## ACTION ITEM
Nothing but the lines from the start of the entries below through the line containing "0 #675c66) drop-shadow(-2px" should appear in the answer, copied exactly and free of pictures.

(Saved data entries)
▽

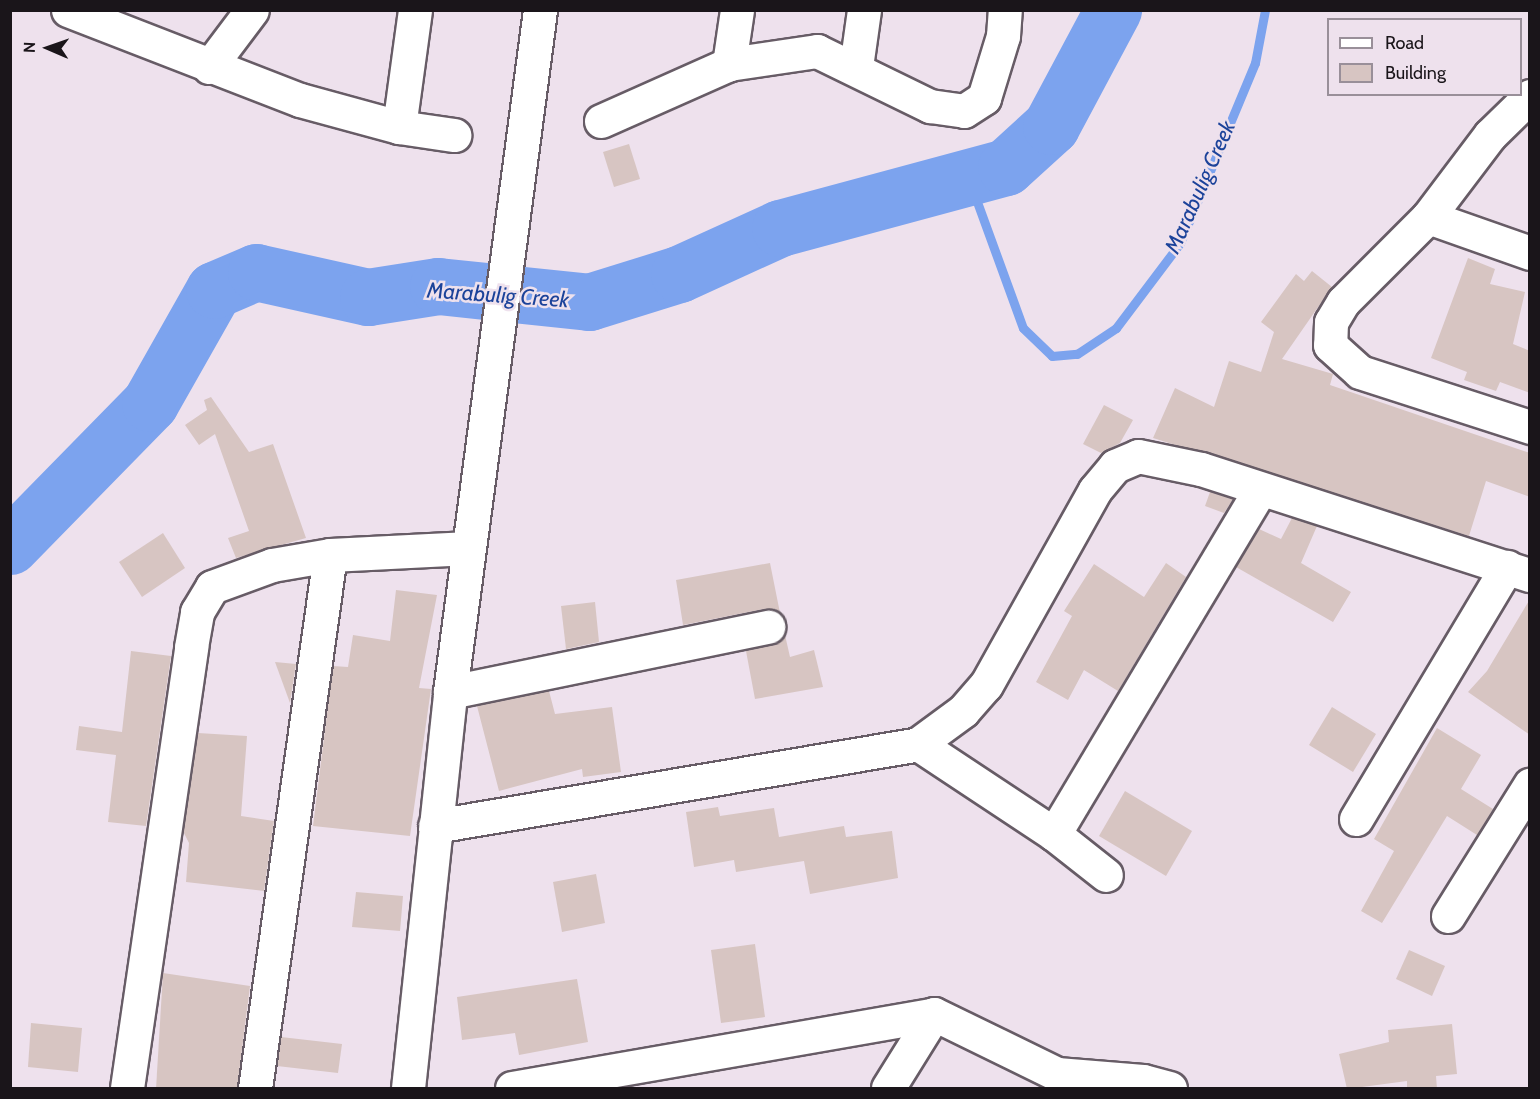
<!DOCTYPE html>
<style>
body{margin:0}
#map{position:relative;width:1540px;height:1099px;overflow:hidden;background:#eee1ed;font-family:Cabin,sans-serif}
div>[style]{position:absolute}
.stream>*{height:9px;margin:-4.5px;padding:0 4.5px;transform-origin:4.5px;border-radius:4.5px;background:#7ca3ee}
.river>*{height:57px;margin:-28.5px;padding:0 28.5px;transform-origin:28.5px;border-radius:28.5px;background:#7ca3ee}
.building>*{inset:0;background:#d7c5c2}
.roads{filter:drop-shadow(2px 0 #675c66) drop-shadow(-2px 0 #675c66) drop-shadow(0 2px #675c66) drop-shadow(0 -2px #675c66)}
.street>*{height:33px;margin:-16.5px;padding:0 16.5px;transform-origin:16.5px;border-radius:16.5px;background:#fff}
span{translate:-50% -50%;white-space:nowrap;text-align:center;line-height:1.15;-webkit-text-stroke:5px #eee1ed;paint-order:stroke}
.water-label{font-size:22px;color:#1c439a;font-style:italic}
.frame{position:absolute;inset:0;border:12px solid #1a151a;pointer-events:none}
.legend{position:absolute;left:1327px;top:18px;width:195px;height:78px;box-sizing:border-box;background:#eee1ed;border:2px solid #998f99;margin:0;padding:8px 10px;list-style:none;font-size:18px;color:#1a151a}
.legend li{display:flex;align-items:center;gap:12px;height:30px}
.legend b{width:30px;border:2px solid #998f99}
.north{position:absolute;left:18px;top:18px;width:60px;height:60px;-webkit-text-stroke:4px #eee1ed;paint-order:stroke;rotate:272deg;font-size:16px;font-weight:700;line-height:24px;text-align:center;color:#1a151a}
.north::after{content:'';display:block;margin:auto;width:21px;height:27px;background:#1a151a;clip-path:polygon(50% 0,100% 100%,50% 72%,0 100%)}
</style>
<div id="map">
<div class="stream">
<i style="left:956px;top:185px;width:24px;rotate:35deg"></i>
<i style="left:976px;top:199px;width:137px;rotate:70deg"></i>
<i style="left:1023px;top:328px;width:40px;rotate:44deg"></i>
<i style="left:1052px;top:356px;width:25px;rotate:-5deg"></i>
<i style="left:1077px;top:354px;width:47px;rotate:-33.7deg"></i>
<i style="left:1116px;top:328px;width:106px;rotate:-53deg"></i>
<i style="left:1180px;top:243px;width:195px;rotate:-67.4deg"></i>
<i style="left:1255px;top:63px;width:54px;rotate:-79.3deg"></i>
</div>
<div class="river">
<i style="left:10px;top:546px;width:200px;rotate:-45.6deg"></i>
<i style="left:150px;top:403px;width:130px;rotate:-60.5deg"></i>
<i style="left:214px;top:290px;width:46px;rotate:-23.2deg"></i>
<i style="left:256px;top:272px;width:115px;rotate:12.6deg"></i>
<i style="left:368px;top:297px;width:71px;rotate:-8.9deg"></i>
<i style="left:438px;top:286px;width:152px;rotate:6deg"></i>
<i style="left:589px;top:302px;width:94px;rotate:-17.3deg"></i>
<i style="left:679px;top:274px;width:111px;rotate:-24.5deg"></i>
<i style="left:780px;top:228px;width:234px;rotate:-15.1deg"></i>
<i style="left:1006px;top:167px;width:61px;rotate:-42.3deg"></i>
<i style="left:1051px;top:126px;width:132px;rotate:-61.9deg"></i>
</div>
<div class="building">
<i style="clip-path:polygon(629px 144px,640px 179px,614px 187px,603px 152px)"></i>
<i style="clip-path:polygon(1468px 258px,1495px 269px,1490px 284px,1525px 292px,1513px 344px,1530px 351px,1530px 393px,1500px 382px,1496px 391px,1464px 380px,1467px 372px,1431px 358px)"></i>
<i style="clip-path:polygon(1312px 271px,1332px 287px,1282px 359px,1333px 374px,1330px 385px,1530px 453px,1530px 497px,1486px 481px,1469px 536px,1153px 438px,1175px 388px,1214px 407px,1229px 361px,1261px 372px,1274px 332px,1261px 322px,1296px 274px,1304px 281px)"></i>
<i style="clip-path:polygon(211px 397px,249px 452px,273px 444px,306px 538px,236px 558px,228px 538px,249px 531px,215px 434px,199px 445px,185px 425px,207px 410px,204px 400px)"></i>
<i style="clip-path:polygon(1104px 405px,1133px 420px,1120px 443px,1101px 453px,1083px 444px)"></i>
<i style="clip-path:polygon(1210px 492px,1233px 499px,1224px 513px,1205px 506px)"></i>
<i style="clip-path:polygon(1292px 518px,1317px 526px,1301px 563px,1351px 592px,1333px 622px,1236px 567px,1259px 529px,1281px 539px)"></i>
<i style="clip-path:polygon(163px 533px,185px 568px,142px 597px,119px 562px)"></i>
<i style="clip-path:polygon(770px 563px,780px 613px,764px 609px,683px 625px,676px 580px)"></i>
<i style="clip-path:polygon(1166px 563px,1186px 577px,1118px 691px,1084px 670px,1068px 700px,1036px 682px,1072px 616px,1064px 611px,1094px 564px,1144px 597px)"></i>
<i style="clip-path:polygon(396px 590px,437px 595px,419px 688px,431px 689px,410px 836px,313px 826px,333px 666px,348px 667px,353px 635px,390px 641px)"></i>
<i style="clip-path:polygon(1530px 599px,1530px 735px,1468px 692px,1487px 671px)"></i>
<i style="clip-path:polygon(595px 602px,599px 642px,566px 649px,561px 606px)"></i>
<i style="clip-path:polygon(785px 635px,790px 657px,814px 650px,823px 687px,755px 699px,746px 651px,772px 645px)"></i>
<i style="clip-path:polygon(131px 651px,171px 656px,146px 826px,108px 822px,116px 755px,76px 750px,79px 726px,122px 732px)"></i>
<i style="clip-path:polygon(275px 662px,296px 664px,290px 703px)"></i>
<i style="clip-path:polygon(549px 691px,555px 714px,612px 707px,621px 772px,583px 777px,582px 769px,499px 791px,477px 706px)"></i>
<i style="clip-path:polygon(1332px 707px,1376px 734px,1353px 772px,1309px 745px)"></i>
<i style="clip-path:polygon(1437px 728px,1481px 755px,1461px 789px,1493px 809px,1477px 835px,1447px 816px,1382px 923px,1361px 911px,1394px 851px,1374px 839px)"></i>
<i style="clip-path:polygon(198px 733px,247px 736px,241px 816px,274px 821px,264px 891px,186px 882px,189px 843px,183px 831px)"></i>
<i style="clip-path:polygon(1125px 791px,1192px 831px,1166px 876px,1099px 836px)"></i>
<i style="clip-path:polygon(718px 807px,720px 816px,774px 808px,779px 837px,844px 826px,846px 837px,892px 831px,898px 878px,810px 894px,804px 861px,736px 872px,734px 860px,694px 867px,686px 812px)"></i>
<i style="clip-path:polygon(596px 874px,605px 923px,562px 932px,553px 882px)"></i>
<i style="clip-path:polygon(356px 892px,403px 896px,400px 931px,352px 927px)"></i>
<i style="clip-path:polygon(755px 944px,765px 1017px,721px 1023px,711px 950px)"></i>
<i style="clip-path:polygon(1409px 950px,1445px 966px,1432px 996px,1396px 979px)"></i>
<i style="clip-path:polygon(163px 973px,250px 986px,237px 1089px,156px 1089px)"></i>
<i style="clip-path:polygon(577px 979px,588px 1042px,519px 1055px,515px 1033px,462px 1040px,457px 997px)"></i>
<i style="clip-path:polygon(31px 1023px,82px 1028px,78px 1072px,28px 1067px)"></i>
<i style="clip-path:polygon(1452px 1024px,1457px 1074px,1436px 1076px,1437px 1089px,1407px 1089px,1407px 1081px,1347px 1089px,1339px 1054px,1389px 1042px,1388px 1030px)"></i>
<i style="clip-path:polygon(281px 1037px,342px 1044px,338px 1073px,277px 1066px)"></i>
</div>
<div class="roads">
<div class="street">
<i style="left:68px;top:10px;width:249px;rotate:21.2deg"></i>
<i style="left:300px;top:100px;width:103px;rotate:15.3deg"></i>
<i style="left:399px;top:127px;width:56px;rotate:8.3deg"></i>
<i style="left:737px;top:10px;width:55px;rotate:98.4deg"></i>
<i style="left:729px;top:64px;width:89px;rotate:-8.4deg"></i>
<i style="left:817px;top:51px;width:126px;rotate:26deg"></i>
<i style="left:930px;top:106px;width:34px;rotate:8deg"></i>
<i style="left:964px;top:111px;width:24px;rotate:-33deg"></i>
<i style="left:984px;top:98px;width:65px;rotate:-73deg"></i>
<i style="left:1003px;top:36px;width:26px;rotate:-86deg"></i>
<i style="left:209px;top:67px;width:71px;rotate:-53deg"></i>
<i style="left:856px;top:67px;width:58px;rotate:-82deg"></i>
<i style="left:1530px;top:96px;width:56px;rotate:135.7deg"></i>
<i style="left:1490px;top:135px;width:103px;rotate:127.1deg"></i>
<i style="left:1428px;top:217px;width:120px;rotate:135deg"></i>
<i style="left:1343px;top:302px;width:23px;rotate:121deg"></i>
<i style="left:1331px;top:322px;width:23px;rotate:92deg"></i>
<i style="left:1330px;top:345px;width:40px;rotate:42deg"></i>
<i style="left:1360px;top:372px;width:179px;rotate:17.9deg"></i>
<i style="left:601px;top:121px;width:140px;rotate:-24deg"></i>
<i style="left:399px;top:127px;width:118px;rotate:-82.2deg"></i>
<i style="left:1428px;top:217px;width:108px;rotate:19.4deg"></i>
<i style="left:450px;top:692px;width:325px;rotate:-11.6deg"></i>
<i style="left:918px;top:744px;width:163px;rotate:33.5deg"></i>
<i style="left:1054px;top:834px;width:66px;rotate:38.3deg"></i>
<i style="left:1356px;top:819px;width:294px;rotate:-59.1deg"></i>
<i style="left:435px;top:826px;width:490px;rotate:-9.6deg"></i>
<i style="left:918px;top:744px;width:56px;rotate:-36.3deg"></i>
<i style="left:963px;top:711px;width:35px;rotate:-49deg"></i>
<i style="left:986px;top:685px;width:223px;rotate:-60.8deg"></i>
<i style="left:1095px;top:490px;width:31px;rotate:-50deg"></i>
<i style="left:1115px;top:466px;width:25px;rotate:-23deg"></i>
<i style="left:1138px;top:456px;width:64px;rotate:11.7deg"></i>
<i style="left:1201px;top:469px;width:346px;rotate:17.9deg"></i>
<i style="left:1054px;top:834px;width:401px;rotate:-59.1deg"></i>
<i style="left:1448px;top:916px;width:155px;rotate:-58deg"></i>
<i style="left:127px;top:1088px;width:446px;rotate:-81.7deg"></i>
<i style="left:191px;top:647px;width:36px;rotate:-80deg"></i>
<i style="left:197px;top:612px;width:29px;rotate:-59deg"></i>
<i style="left:212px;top:587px;width:64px;rotate:-20.1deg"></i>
<i style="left:272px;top:565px;width:59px;rotate:-9.8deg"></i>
<i style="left:330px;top:555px;width:139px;rotate:-2.9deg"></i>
<i style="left:255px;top:1088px;width:538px;rotate:-81.99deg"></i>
<i style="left:408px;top:1088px;width:398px;rotate:-83.9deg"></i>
<i style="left:450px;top:692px;width:688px;rotate:-82.48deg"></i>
<i style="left:512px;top:1088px;width:428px;rotate:-9.9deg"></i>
<i style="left:934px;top:1014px;width:137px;rotate:26deg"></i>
<i style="left:1057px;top:1074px;width:86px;rotate:4.7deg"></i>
<i style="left:1143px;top:1081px;width:28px;rotate:15deg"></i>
<i style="left:888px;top:1088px;width:87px;rotate:-58.1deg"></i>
</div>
</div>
<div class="water-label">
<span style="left:1200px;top:187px;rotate:-66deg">Marabulig Creek</span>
<span style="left:498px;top:295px;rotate:4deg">Marabulig Creek</span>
</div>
<div class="frame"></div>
<ul class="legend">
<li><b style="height:8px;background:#fff"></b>Road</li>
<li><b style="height:16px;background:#d7c5c2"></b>Building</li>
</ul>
<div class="north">N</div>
</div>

△

## RESULT FOR THIS EXERCISE
<!DOCTYPE html>
<style>
body{margin:0}
#map{position:relative;width:1540px;height:1099px;overflow:hidden;background:#eee1ed;font-family:Cabin,sans-serif}
div>[style]{position:absolute}
.stream>*{height:9px;margin:-4.5px;padding:0 4.5px;transform-origin:4.5px;border-radius:4.5px;background:#7ca3ee}
.river>*{height:57px;margin:-28.5px;padding:0 28.5px;transform-origin:28.5px;border-radius:28.5px;background:#7ca3ee}
.building>*{inset:0;background:#d7c5c2}
.roads{filter:drop-shadow(2px 0 #675c66) drop-shadow(-2px 0 #675c66) drop-shadow(0 2px #675c66) drop-shadow(0 -2px #675c66)}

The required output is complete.